Второй случай – из тех, что часто встречаются и на воле. Один из сидельцев умер во время личного свидания с женой, а, если точнее, умер прямо на ней – оторвавшийся тромб закупорил лёгочную артерию. Мгновенная смерть.

И третий случай – нелепый и жуткий.

Молодой парень. Попал на зону за убийство сожителя своей матери: пришёл из армии, а у мамы – личная жизнь бьёт ключом…

Сели – выпили – подрались. Дембель схватил деревянную табуретку и огрел нового папу по голове. Табуретка оказалась крепче черепной коробки: летальный исход – короткое следствие – суд – колония.

Он был очень хорошим парнем: спокойным, работящим. Играл на баяне задушевные русские песни. В отряде музыканта любили. Но однажды после ночной смены нашли повесившимся – прямо в цеху.

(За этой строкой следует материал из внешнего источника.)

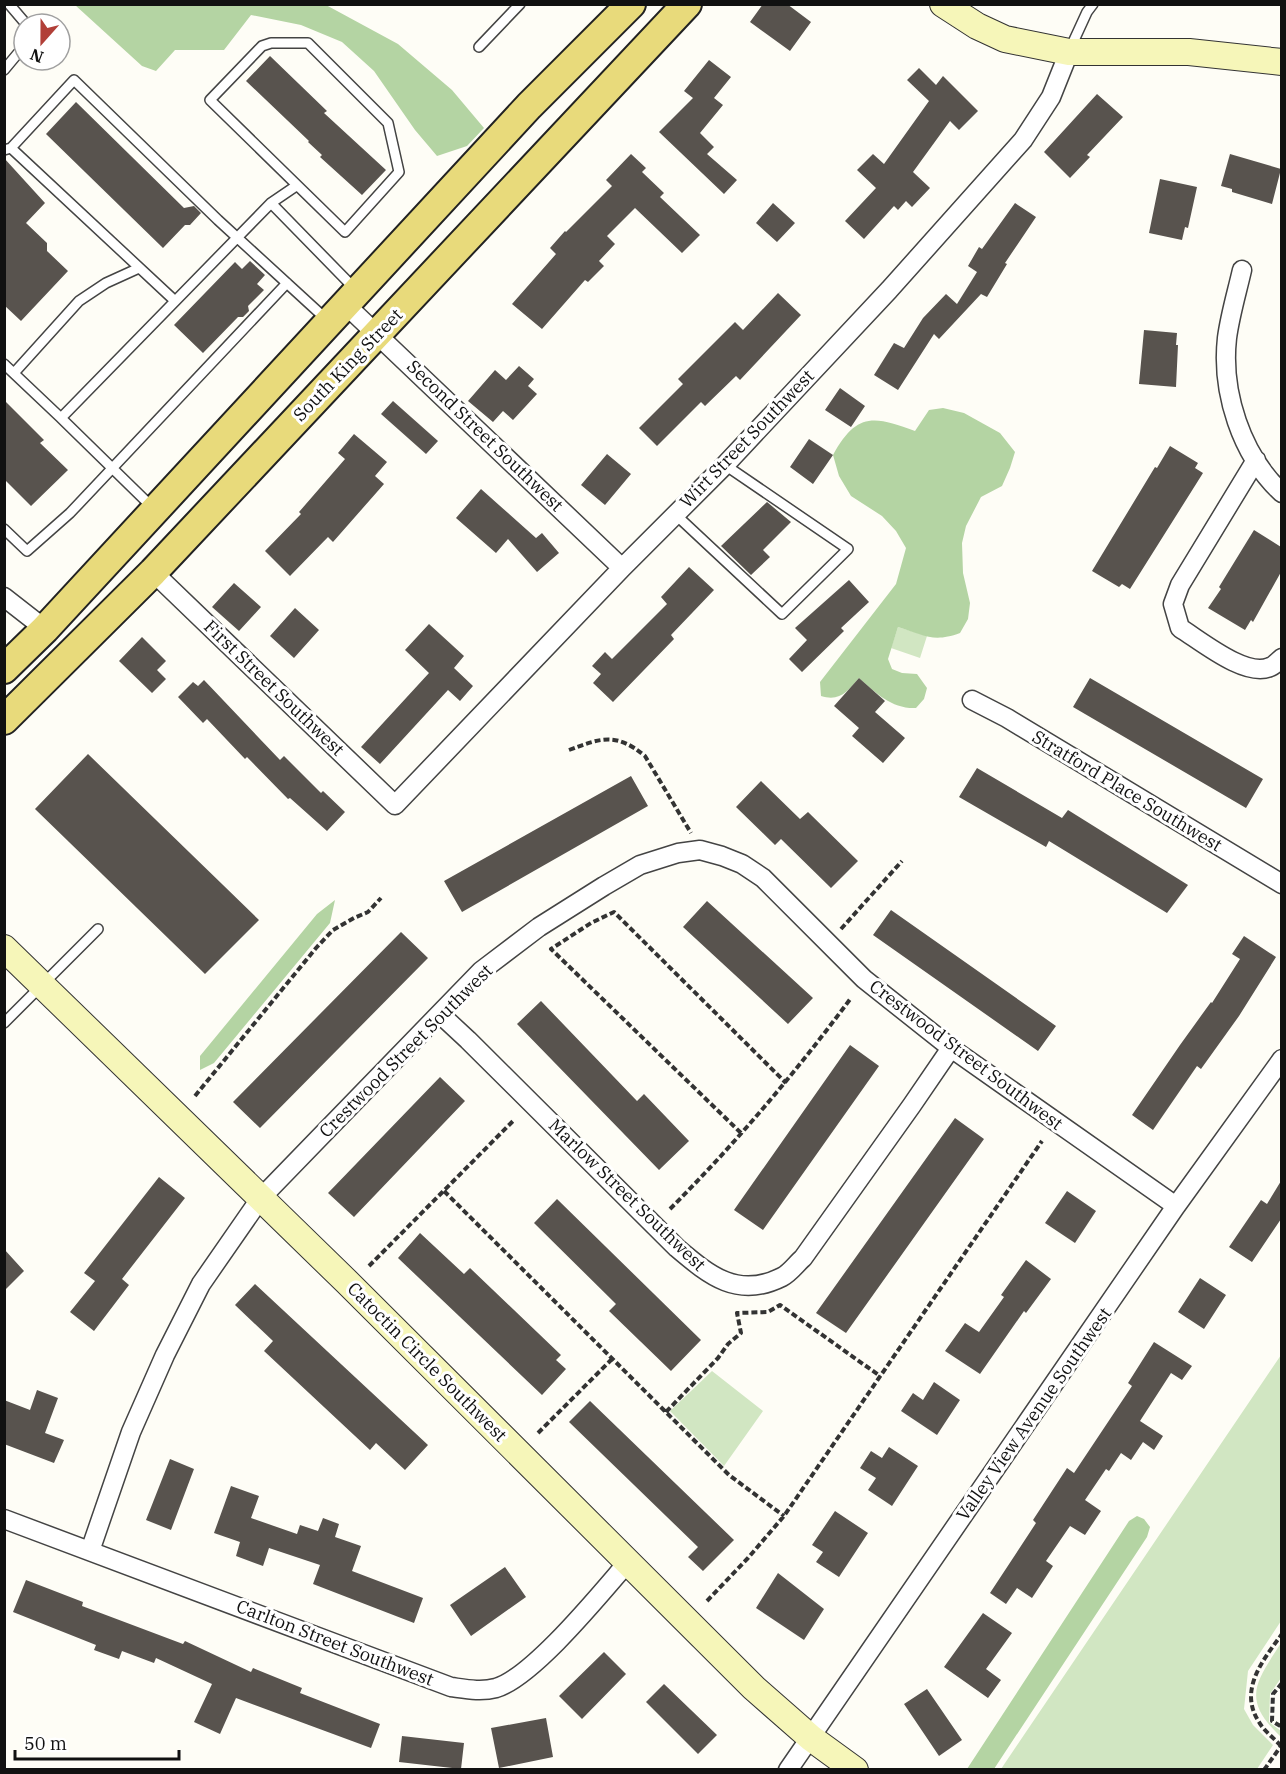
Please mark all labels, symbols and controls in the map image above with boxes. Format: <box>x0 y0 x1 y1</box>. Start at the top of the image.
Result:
north arrow <box>12 12 72 72</box>
text: N <box>27 44 46 68</box>
street label: South King Street <box>288 303 407 426</box>
street label: Second Street Southwest <box>402 355 568 516</box>
street label: Wirt Street Southwest <box>674 364 819 513</box>
street label: First Street Southwest <box>199 615 349 761</box>
street label: Stratford Place Southwest <box>1028 725 1226 856</box>
street label: Crestwood Street Southwest <box>314 959 497 1142</box>
street label: Crestwood Street Southwest <box>865 974 1068 1135</box>
street label: Marlow Street Southwest <box>544 1114 711 1276</box>
street label: Catoctin Circle Southwest <box>343 1277 512 1446</box>
street label: Valley View Avenue Southwest <box>951 1303 1116 1525</box>
street label: Carlton Street Southwest <box>233 1594 437 1691</box>
scale bar <box>15 1723 178 1761</box>
text: 50 m <box>24 1732 67 1755</box>

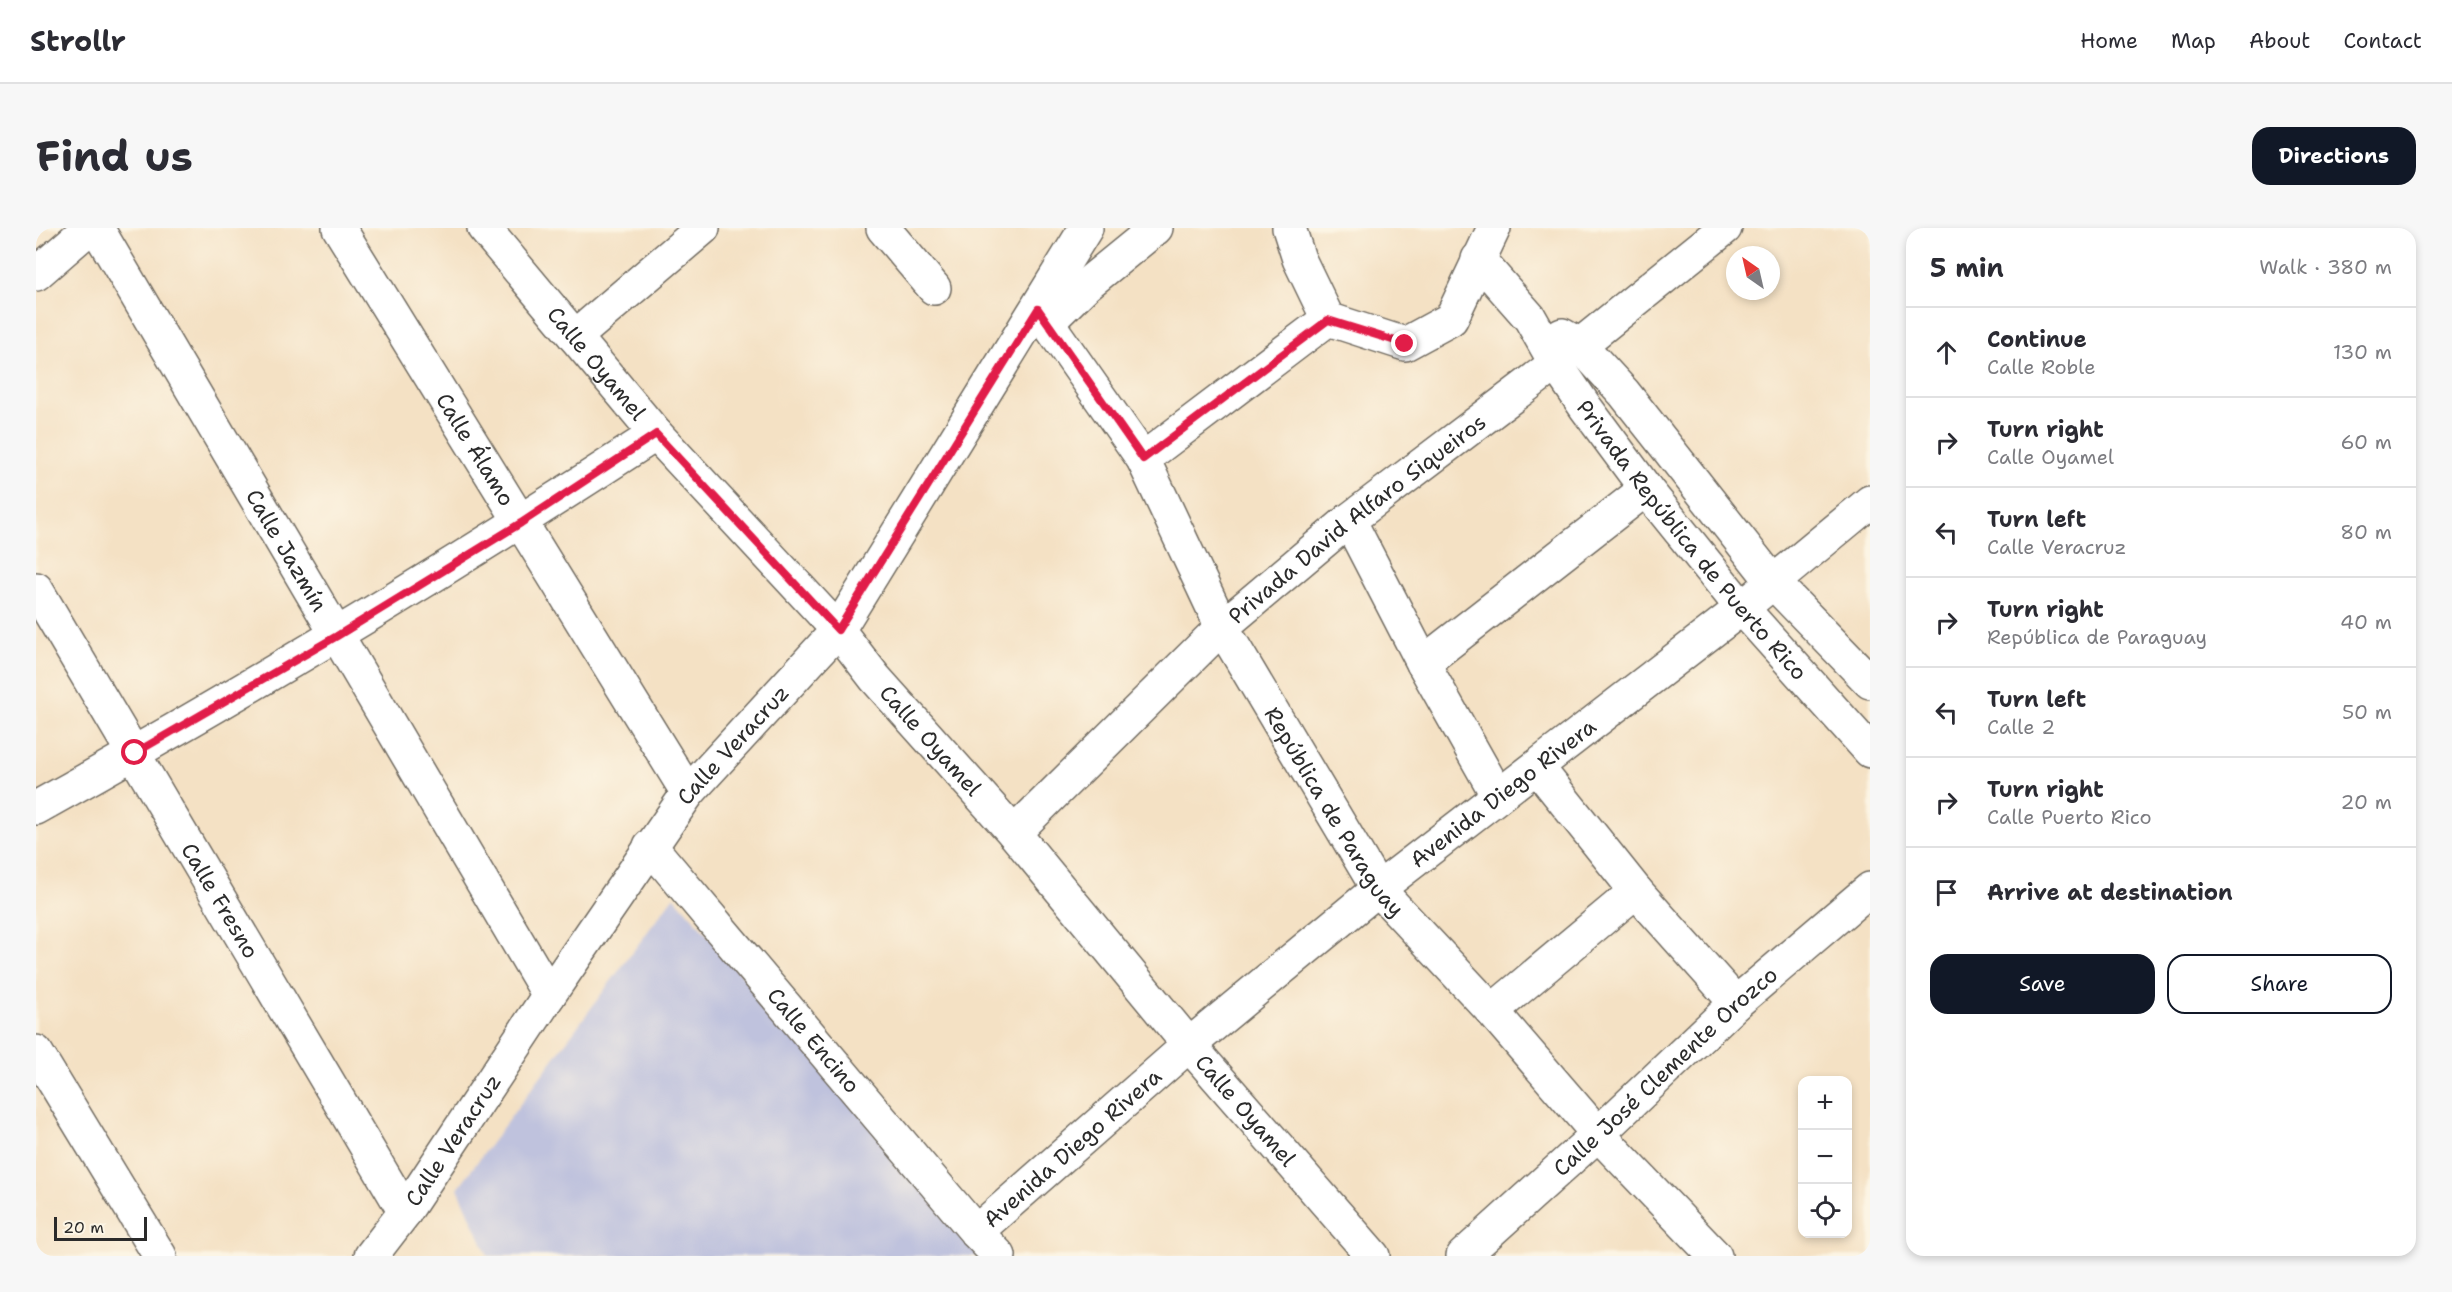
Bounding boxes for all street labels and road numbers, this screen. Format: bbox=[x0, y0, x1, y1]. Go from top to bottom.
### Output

Уже после, обсуждая случившееся, вспоминали, что был парнишка задумчив, часто уходил в себя, а его кажущееся спокойствие, видимо, только маскировало душевные терзания. Не знаю, каковы были их отношения с матерью, могу только предполагать, что не нашла она нужных слов, чтобы поддержать сына…

* * *

Шёл последний год моего заключения.

В феврале я получил ещё одно печальное известие: повесилась вдова отца Анна – мать Толика и Валерки. Повесилась после своего дня рождения, оставив мальчишек круглыми сиротами. А ведь бабушке в то время уже перевалило на девятый десяток, и двух пацанов ей было просто не потянуть.

Настроение стало – гаже некуда: я понимал, что это событие коснётся напрямую и меня, но если б мы только могли предположить, каким эхом отзовётся оно много лет спустя!

Новость я узнал от начальника отряда лейтенанта Васина. Наш бывший – Вася Быков - был к тому времени назначен начальником колонии где-то на Севере.

Вскоре приехала на общее свидание бабушка. На неё было жалко смотреть: бабуля ещё больше высохла – по крайней мере, так мне казалось. Она рассказала, что Валерку и Толика забрал к себе младший брат Анны, Вася Чагин, который только-только женился и обзавёлся ребёночком. Вася был на год моложе меня, работал на Полевском заводе рабочим, сам еле сводил концы с концами, а тут ещё два новых рта. Я представил, какая это будет для него ноша…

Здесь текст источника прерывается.